Retype each entry below, keeping every character the same.

Information
········

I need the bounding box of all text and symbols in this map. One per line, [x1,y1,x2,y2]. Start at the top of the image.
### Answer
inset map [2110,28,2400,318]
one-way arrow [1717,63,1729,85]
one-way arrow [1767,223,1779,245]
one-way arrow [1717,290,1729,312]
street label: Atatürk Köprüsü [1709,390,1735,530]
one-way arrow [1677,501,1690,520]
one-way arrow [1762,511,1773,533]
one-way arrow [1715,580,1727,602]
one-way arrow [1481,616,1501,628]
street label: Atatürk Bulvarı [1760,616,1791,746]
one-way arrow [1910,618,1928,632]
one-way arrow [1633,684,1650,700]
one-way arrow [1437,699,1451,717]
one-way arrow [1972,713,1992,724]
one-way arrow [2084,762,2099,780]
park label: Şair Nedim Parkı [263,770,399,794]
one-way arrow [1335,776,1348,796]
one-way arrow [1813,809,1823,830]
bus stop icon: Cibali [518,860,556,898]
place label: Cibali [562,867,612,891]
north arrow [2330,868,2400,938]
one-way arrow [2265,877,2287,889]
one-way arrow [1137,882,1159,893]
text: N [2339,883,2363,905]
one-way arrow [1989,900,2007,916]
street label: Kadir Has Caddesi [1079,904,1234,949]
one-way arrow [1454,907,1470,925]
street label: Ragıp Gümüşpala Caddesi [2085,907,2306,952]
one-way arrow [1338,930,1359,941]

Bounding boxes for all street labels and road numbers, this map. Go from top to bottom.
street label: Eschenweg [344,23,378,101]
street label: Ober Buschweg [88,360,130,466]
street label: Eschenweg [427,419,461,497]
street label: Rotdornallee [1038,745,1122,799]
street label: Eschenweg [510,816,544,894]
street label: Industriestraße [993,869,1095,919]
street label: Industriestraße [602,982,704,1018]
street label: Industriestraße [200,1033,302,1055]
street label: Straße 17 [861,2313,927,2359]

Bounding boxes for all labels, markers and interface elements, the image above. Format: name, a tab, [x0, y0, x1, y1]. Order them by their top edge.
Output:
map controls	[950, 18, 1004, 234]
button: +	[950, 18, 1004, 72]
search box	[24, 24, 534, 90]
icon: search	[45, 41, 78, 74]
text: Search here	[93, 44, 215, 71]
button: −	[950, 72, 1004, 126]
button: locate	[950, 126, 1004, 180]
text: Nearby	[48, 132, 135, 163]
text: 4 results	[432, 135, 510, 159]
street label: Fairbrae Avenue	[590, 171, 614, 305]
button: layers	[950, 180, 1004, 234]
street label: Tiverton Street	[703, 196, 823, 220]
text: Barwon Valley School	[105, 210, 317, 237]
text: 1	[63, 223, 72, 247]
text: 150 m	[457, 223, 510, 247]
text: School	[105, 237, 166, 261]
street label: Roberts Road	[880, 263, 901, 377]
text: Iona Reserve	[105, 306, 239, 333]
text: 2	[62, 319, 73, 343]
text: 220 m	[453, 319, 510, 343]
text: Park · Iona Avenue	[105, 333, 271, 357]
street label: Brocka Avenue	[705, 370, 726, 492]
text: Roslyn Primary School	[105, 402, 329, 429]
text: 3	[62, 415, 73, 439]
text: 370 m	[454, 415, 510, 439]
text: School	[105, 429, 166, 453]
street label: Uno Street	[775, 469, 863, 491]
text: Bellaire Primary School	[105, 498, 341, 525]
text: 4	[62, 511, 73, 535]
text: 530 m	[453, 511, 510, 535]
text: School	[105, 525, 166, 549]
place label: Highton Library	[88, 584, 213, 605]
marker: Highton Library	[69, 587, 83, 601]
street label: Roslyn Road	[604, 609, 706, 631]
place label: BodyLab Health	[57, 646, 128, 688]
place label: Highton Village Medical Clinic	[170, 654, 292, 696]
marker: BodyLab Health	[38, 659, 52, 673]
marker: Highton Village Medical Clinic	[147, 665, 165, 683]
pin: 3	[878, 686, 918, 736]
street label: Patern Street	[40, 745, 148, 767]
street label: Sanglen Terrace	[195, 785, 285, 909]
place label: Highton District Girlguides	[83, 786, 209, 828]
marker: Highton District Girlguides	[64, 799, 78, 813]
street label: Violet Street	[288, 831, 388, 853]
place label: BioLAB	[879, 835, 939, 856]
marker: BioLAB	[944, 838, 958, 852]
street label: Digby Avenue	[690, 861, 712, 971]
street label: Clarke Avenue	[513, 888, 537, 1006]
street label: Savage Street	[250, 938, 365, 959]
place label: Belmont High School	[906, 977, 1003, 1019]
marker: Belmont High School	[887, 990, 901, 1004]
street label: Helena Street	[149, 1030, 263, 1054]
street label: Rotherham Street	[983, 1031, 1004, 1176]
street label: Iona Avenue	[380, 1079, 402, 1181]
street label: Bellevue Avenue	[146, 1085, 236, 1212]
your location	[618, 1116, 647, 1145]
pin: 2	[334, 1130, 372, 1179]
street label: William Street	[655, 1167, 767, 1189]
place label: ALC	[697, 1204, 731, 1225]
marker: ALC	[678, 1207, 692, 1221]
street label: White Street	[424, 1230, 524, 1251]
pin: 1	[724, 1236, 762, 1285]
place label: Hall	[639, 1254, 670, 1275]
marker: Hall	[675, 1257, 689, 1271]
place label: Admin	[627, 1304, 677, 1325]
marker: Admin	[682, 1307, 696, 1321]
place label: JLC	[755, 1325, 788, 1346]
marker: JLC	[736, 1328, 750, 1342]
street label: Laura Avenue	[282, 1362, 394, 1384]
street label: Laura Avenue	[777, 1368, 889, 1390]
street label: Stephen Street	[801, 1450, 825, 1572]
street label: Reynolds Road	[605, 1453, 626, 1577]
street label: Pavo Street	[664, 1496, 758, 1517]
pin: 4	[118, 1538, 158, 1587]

········

Result of the exercise
I need the bounding box of all text and symbols in this map. One per line, [x1,y1,x2,y2]. Start at the top of the image.
### Answer
inset map [2110,28,2400,318]
one-way arrow [1717,63,1729,85]
one-way arrow [1767,223,1779,245]
one-way arrow [1717,290,1729,312]
street label: Atatürk Köprüsü [1709,390,1735,530]
one-way arrow [1677,501,1690,520]
one-way arrow [1762,511,1773,533]
one-way arrow [1715,580,1727,602]
one-way arrow [1481,616,1501,628]
street label: Atatürk Bulvarı [1760,616,1791,746]
one-way arrow [1910,618,1928,632]
one-way arrow [1633,684,1650,700]
one-way arrow [1437,699,1451,717]
one-way arrow [1972,713,1992,724]
one-way arrow [2084,762,2099,780]
park label: Şair Nedim Parkı [263,770,399,794]
one-way arrow [1335,776,1348,796]
one-way arrow [1813,809,1823,830]
bus stop icon: Cibali [518,860,556,898]
place label: Cibali [562,867,612,891]
north arrow [2330,868,2400,938]
one-way arrow [2265,877,2287,889]
one-way arrow [1137,882,1159,893]
text: N [2339,883,2363,905]
one-way arrow [1989,900,2007,916]
street label: Kadir Has Caddesi [1079,904,1234,949]
one-way arrow [1454,907,1470,925]
street label: Ragıp Gümüşpala Caddesi [2085,907,2306,952]
one-way arrow [1338,930,1359,941]

Bounding boxes for all street labels and road numbers, this map. Go from top to bottom.
street label: Eschenweg [344,23,378,101]
street label: Ober Buschweg [88,360,130,466]
street label: Eschenweg [427,419,461,497]
street label: Rotdornallee [1038,745,1122,799]
street label: Eschenweg [510,816,544,894]
street label: Industriestraße [993,869,1095,919]
street label: Industriestraße [602,982,704,1018]
street label: Industriestraße [200,1033,302,1055]
street label: Straße 17 [861,2313,927,2359]

Bounding boxes for all labels, markers and interface elements, the image above. Format: name, a tab, [x0, y0, x1, y1]. Order them by their top edge.
Output:
map controls	[950, 18, 1004, 234]
button: +	[950, 18, 1004, 72]
search box	[24, 24, 534, 90]
icon: search	[45, 41, 78, 74]
text: Search here	[93, 44, 215, 71]
button: −	[950, 72, 1004, 126]
button: locate	[950, 126, 1004, 180]
text: Nearby	[48, 132, 135, 163]
text: 4 results	[432, 135, 510, 159]
street label: Fairbrae Avenue	[590, 171, 614, 305]
button: layers	[950, 180, 1004, 234]
street label: Tiverton Street	[703, 196, 823, 220]
text: Barwon Valley School	[105, 210, 317, 237]
text: 1	[63, 223, 72, 247]
text: 150 m	[457, 223, 510, 247]
text: School	[105, 237, 166, 261]
street label: Roberts Road	[880, 263, 901, 377]
text: Iona Reserve	[105, 306, 239, 333]
text: 2	[62, 319, 73, 343]
text: 220 m	[453, 319, 510, 343]
text: Park · Iona Avenue	[105, 333, 271, 357]
street label: Brocka Avenue	[705, 370, 726, 492]
text: Roslyn Primary School	[105, 402, 329, 429]
text: 3	[62, 415, 73, 439]
text: 370 m	[454, 415, 510, 439]
text: School	[105, 429, 166, 453]
street label: Uno Street	[775, 469, 863, 491]
text: Bellaire Primary School	[105, 498, 341, 525]
text: 4	[62, 511, 73, 535]
text: 530 m	[453, 511, 510, 535]
text: School	[105, 525, 166, 549]
place label: Highton Library	[88, 584, 213, 605]
marker: Highton Library	[69, 587, 83, 601]
street label: Roslyn Road	[604, 609, 706, 631]
place label: BodyLab Health	[57, 646, 128, 688]
place label: Highton Village Medical Clinic	[170, 654, 292, 696]
marker: BodyLab Health	[38, 659, 52, 673]
marker: Highton Village Medical Clinic	[147, 665, 165, 683]
pin: 3	[878, 686, 918, 736]
street label: Patern Street	[40, 745, 148, 767]
street label: Sanglen Terrace	[195, 785, 285, 909]
place label: Highton District Girlguides	[83, 786, 209, 828]
marker: Highton District Girlguides	[64, 799, 78, 813]
street label: Violet Street	[288, 831, 388, 853]
place label: BioLAB	[879, 835, 939, 856]
marker: BioLAB	[944, 838, 958, 852]
street label: Digby Avenue	[690, 861, 712, 971]
street label: Clarke Avenue	[513, 888, 537, 1006]
street label: Savage Street	[250, 938, 365, 959]
place label: Belmont High School	[906, 977, 1003, 1019]
marker: Belmont High School	[887, 990, 901, 1004]
street label: Helena Street	[149, 1030, 263, 1054]
street label: Rotherham Street	[983, 1031, 1004, 1176]
street label: Iona Avenue	[380, 1079, 402, 1181]
street label: Bellevue Avenue	[146, 1085, 236, 1212]
your location	[618, 1116, 647, 1145]
pin: 2	[334, 1130, 372, 1179]
street label: William Street	[655, 1167, 767, 1189]
place label: ALC	[697, 1204, 731, 1225]
marker: ALC	[678, 1207, 692, 1221]
street label: White Street	[424, 1230, 524, 1251]
pin: 1	[724, 1236, 762, 1285]
place label: Hall	[639, 1254, 670, 1275]
marker: Hall	[675, 1257, 689, 1271]
place label: Admin	[627, 1304, 677, 1325]
marker: Admin	[682, 1307, 696, 1321]
place label: JLC	[755, 1325, 788, 1346]
marker: JLC	[736, 1328, 750, 1342]
street label: Laura Avenue	[282, 1362, 394, 1384]
street label: Laura Avenue	[777, 1368, 889, 1390]
street label: Stephen Street	[801, 1450, 825, 1572]
street label: Reynolds Road	[605, 1453, 626, 1577]
street label: Pavo Street	[664, 1496, 758, 1517]
pin: 4	[118, 1538, 158, 1587]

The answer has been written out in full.